Aroma compounds after fermentation with different yeasts and A. oryzae 83-10

Aroma compounds		15 °C				30 °C
		Control	Y190	Y263	Y270	Control	Y190	Y263	Y270
Ester (mg/L)	Ethyl acetate	30 ± 2.1	45 ± 2.3	29 ± 2.4	24 ± 1.4	33 ± 4.5	50 ± 5.6	35 ± 5.1	30 ± 5.3
	Phenylethyl acetate	0.5 ± 0.0	2.5 ± 0.1	0.7 ± 0.0	0.4 ± 0.0	2.9 ± 0.1	4.2 ± 0.1	3.0 ± 0.1	3.1 ± 0.6
	Isoamyl acetate	0.6 ± 0.1	2 ± 0.0	0.6 ± 0.0	0.3 ± 0.0	2.7 ± 0.0	3.2 ± 0.2	2.1 ± 0.2	2.5 ± 0.3
	Ethyl formate	1.5 ± 1.0	3.5 ± 1.1	2.0 ± 1.3	1.4 ± 2.4	2.4 ± 1.4	4.0 ± 2.7	3.8 ± 2.6	3.7 ± 3.2
	Total ester	32.6 ± 2.42	53 ± 1.51	32.3 ± 1.22	26.1 ± 1.13	41 ± 3.22	61.4 ± 4.11	43.9 ± 4.32	39.3 ± 3.72
Higher alcohol (mg/L)	3-Methyl butanol	30 ± 2.0	45 ± 2.1	32 ± 3.2	26 ± 1.2	48 ± 2.4	67 ± 3.2	58 ± 1.4	45 ± 1.1
	2-Methyl butanol	19 ± 1.0	32 ± 1.2	20 ± 1.2	17 ± 2.1	34 ± 2.1	53 ± 2.4	36 ± 2.4	34 ± 2.0
	n-Propanol	13 ± 1.2	20 ± 2.1	15 ± 1.1	12 ± 1.1	27 ± 1.4	35 ± 2.1	30 ± 1.7	28 ± 1.4
	2-Methyl propanol	9 ± 0.9	15 ± 1.0	10 ± 1.0	9 ± 1.0	18 ± 1.1	30 ± 2.0	20 ± 1.1	17 ± 1.1
	Total higher alcohol	71 ± 1.32	112 ± 4.51	77 ± 3.22	64 ± 3.23	127 ± 3.53	185 ± 5.61	144 ± 5.52	124 ± 4.23

Results are expressed as mean ± SD (n = 3)

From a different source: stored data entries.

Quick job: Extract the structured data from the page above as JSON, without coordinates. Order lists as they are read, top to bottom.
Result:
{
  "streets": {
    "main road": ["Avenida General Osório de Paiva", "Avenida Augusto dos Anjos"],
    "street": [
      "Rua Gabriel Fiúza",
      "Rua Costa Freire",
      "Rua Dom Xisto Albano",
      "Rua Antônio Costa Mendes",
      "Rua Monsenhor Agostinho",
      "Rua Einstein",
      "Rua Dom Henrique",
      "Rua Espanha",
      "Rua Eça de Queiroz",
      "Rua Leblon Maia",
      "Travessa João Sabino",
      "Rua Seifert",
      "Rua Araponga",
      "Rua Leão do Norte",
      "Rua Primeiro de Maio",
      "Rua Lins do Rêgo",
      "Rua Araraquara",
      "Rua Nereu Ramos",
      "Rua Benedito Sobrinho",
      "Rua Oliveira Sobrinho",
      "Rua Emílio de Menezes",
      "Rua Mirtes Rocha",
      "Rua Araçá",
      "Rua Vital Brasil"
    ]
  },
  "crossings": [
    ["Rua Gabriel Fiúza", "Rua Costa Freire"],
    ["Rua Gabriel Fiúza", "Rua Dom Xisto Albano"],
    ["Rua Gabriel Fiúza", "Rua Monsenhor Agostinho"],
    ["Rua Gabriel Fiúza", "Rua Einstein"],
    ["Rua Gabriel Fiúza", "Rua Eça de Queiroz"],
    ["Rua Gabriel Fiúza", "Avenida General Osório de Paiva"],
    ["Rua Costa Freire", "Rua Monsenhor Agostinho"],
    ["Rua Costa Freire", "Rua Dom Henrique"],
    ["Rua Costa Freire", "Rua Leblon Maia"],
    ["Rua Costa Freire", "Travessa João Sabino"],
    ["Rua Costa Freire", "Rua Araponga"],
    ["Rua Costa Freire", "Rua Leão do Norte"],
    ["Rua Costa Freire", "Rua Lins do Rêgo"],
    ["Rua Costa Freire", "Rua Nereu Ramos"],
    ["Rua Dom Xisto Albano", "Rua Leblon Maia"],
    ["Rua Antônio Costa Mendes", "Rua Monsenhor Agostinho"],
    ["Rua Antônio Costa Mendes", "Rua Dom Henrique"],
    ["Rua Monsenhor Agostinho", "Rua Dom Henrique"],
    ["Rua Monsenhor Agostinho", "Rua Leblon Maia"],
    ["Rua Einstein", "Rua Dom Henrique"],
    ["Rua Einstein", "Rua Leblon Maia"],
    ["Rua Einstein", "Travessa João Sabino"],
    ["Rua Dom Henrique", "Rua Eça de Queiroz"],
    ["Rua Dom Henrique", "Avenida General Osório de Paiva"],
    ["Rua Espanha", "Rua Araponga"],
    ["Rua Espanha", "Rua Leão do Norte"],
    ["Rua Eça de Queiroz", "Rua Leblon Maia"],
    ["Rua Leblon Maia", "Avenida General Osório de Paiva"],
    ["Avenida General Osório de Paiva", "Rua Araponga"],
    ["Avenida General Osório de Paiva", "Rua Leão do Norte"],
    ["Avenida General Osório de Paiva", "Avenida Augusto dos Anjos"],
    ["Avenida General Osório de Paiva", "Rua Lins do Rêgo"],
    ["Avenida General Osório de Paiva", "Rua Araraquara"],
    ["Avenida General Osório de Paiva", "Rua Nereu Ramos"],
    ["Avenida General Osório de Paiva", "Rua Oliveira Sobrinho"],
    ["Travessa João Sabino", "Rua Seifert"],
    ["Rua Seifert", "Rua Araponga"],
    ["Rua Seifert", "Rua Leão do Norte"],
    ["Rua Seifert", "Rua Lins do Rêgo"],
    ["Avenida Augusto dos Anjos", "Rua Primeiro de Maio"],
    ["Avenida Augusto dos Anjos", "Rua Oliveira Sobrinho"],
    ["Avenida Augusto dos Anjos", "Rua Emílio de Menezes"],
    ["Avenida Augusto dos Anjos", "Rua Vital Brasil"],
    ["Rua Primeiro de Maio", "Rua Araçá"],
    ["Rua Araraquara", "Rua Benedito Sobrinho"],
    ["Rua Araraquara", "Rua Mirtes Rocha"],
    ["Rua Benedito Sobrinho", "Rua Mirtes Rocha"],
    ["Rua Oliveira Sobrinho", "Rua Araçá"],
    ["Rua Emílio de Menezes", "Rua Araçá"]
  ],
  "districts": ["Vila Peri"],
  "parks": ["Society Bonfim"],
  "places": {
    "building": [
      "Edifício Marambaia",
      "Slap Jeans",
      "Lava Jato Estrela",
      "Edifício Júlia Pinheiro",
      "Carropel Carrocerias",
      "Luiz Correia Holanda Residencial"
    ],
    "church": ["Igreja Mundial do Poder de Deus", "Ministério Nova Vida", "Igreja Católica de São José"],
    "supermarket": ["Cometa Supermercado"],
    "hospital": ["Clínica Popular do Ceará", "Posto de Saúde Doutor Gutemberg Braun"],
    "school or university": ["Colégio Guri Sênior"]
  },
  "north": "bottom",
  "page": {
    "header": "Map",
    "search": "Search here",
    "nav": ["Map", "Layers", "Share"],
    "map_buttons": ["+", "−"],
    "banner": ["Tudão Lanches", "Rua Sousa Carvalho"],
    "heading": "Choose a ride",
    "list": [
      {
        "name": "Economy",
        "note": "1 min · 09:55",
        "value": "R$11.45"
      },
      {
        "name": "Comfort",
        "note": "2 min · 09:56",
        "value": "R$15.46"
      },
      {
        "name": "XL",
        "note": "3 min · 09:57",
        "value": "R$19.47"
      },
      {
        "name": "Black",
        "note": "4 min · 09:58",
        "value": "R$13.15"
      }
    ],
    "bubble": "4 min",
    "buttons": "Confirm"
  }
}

^1–3 Means with the same letter in columns are not significantly different by duncan’s multiple range test (p < 0.05)

Sensory evaluation

The Cheongju prepared with Y190 and fermented at 15 °C received significantly higher preferences for appearance, smell, taste, quality, and overall acceptability compared with the other Cheongju (data not shown). This tendency was also observed at other fermentation temperatures (20, 25, and 30 °C). The Cheongju prepared with Y190 received high sensory scores due to the enhanced ester and higher alcohols concentration as Lee et al. [6] reported. There were no differences with regard to sensory evaluation between the control, Y263, and Y270. A similar tendency was also observed in the other Cheongju fermented at 20, 25, and 30 °C.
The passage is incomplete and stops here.